▶ [Entries shown]
______

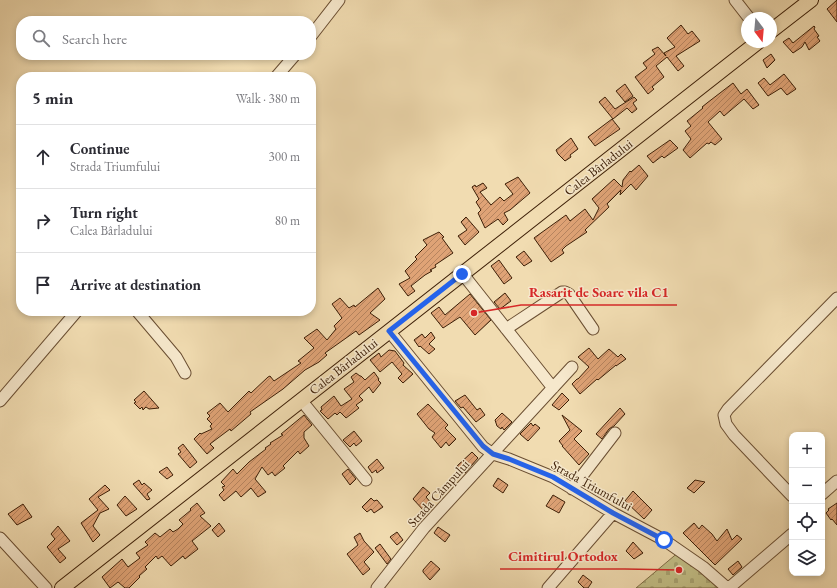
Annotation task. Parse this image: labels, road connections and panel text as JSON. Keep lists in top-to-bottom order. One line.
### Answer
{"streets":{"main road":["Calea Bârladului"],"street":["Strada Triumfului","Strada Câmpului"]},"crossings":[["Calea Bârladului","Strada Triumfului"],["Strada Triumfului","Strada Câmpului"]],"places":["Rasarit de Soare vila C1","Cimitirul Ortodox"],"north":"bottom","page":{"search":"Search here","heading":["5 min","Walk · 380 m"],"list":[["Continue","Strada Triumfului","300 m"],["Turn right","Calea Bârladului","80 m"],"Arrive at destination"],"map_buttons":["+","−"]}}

______

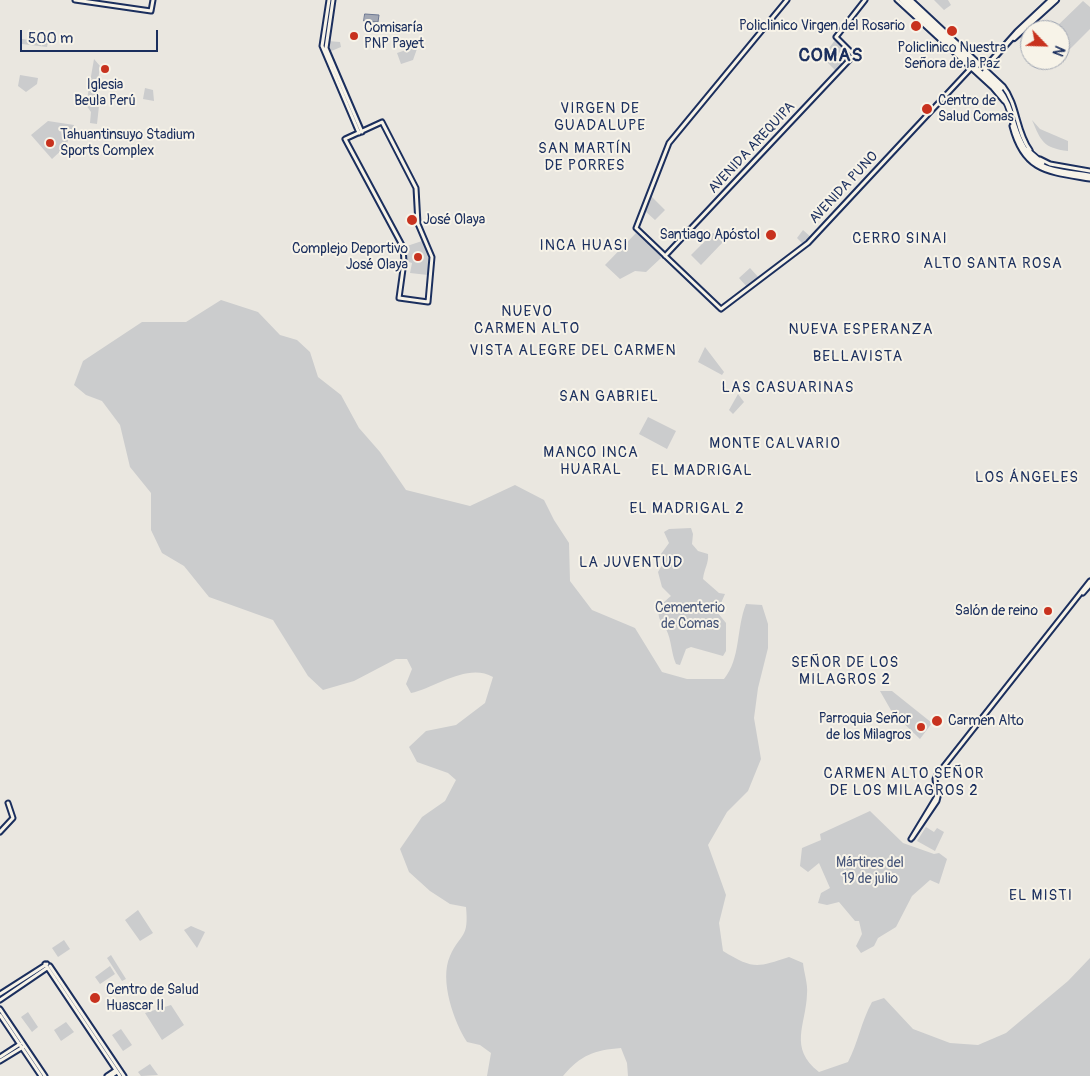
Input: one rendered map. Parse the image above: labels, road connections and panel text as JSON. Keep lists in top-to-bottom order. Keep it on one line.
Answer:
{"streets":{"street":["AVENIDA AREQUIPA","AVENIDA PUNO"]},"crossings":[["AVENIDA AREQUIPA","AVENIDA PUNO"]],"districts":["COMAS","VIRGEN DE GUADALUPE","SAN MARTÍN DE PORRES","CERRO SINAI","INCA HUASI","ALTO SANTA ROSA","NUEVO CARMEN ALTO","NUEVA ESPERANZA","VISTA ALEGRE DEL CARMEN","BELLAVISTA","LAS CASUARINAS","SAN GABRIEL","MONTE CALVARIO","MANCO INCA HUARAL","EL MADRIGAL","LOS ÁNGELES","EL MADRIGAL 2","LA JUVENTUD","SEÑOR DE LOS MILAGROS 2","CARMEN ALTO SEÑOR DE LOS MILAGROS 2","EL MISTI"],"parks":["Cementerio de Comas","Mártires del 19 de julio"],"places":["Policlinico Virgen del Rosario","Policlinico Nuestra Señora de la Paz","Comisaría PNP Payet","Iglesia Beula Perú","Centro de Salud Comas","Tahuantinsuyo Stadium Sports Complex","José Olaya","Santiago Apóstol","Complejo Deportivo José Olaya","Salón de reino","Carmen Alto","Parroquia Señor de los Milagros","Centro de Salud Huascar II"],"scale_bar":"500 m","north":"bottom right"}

______

▶ [Problem to solve] Apply a filter for "lists" to the data above, then copy each line that matches.

▶ [Response for this exercise]
Annotation task. Parse this image: labels, road connections and panel text as JSON. Keep lists in top-to-bottom order. One line.
Input: one rendered map. Parse the image above: labels, road connections and panel text as JSON. Keep lists in top-to-bottom order. Keep it on one line.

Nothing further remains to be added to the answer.